# The forgotten ones - Islington (St Pancras) Cemetery



## PrincessVenom (Dec 28, 2010)

Went for a visit to St Pancras cemetery this afternoon, seeing as it's just down the road from me. 

First obstacle was getting to the bloomin' place. Ice all over the pavements. I pretty much skated there. At this point I'm quite glad I left the dog at home snoring on the bed, seeing as he's an 8 stone Doberman and I don't even weigh 7 stone. Could be interesting if he decided to charge off to say hello to another dog 
Second obstacle came as I walked through the woods to get there:






Nice icey watery lake formed over the path! Complete with ethreal mist.

So I had to tramp around the long way to get to the fence that I climb through (yes, yes, I know there is a proper entrance on the road, but that's an even longer walk, and I refuse to drive unless I REALLY have to!) 

Anyways, through the fence I finally went, into the rather aptly misty, spooky looking graveyard. 





Decayed old sign for the 'road' the graves are on





Pile of rubbled headstones around a tree





Strange random skeleton of a VW. Strange that somebody would just leave an abandoned car in a place of rest.










More of inside the car





Ivy-smothered grave from 1860 





Some kind of family crypt, with fairly modern metal/bricked up entrance. I contemplated seeing if the metal door slid away, but it was a little too close to what appeared to be the admin building, with cars driving around the 'road'. Didn't fancy explaining that one.





Yet another long since forgotten about, abandoned car.
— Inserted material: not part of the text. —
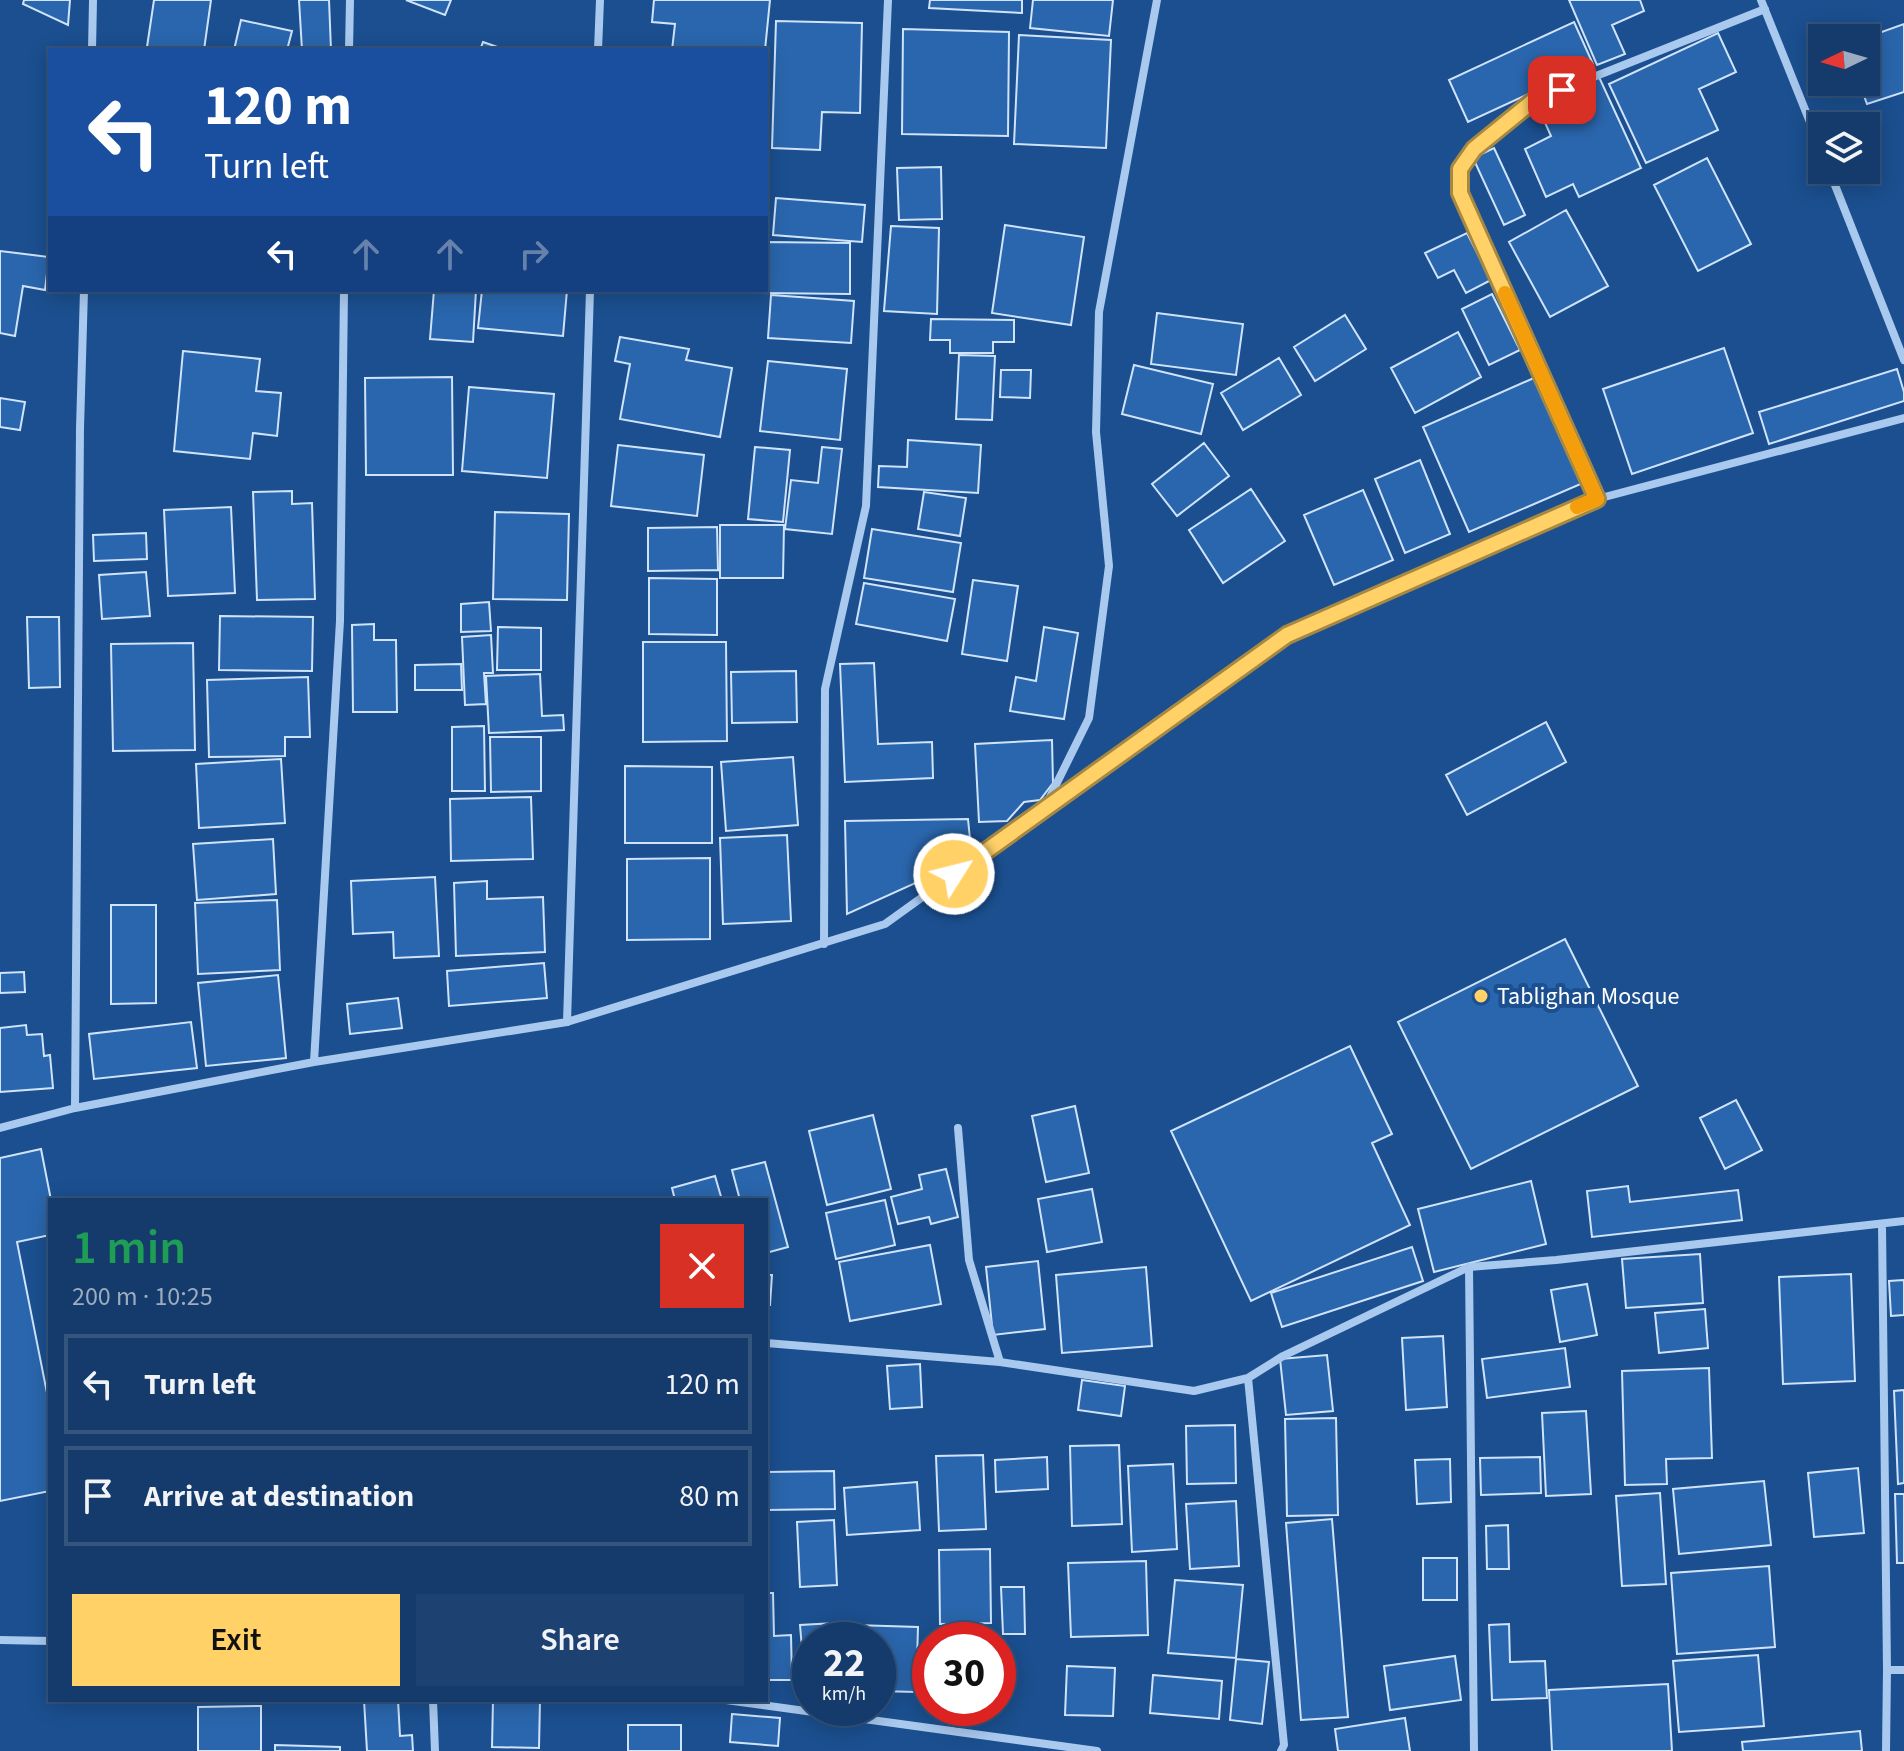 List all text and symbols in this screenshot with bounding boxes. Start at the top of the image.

Can't even begin to ID the model.





Completely eroded headstone, with fallen tree roots growing around it!





Another completely eroded headstone, and it's neighbour being strangled with ivy.





Headstones long forgotten in the trees.





More erosion, more trees.





Nature reclaims...





Recently crumbled headstone, again completely eroded. Vandals, or Father Time in league with Mother Nature?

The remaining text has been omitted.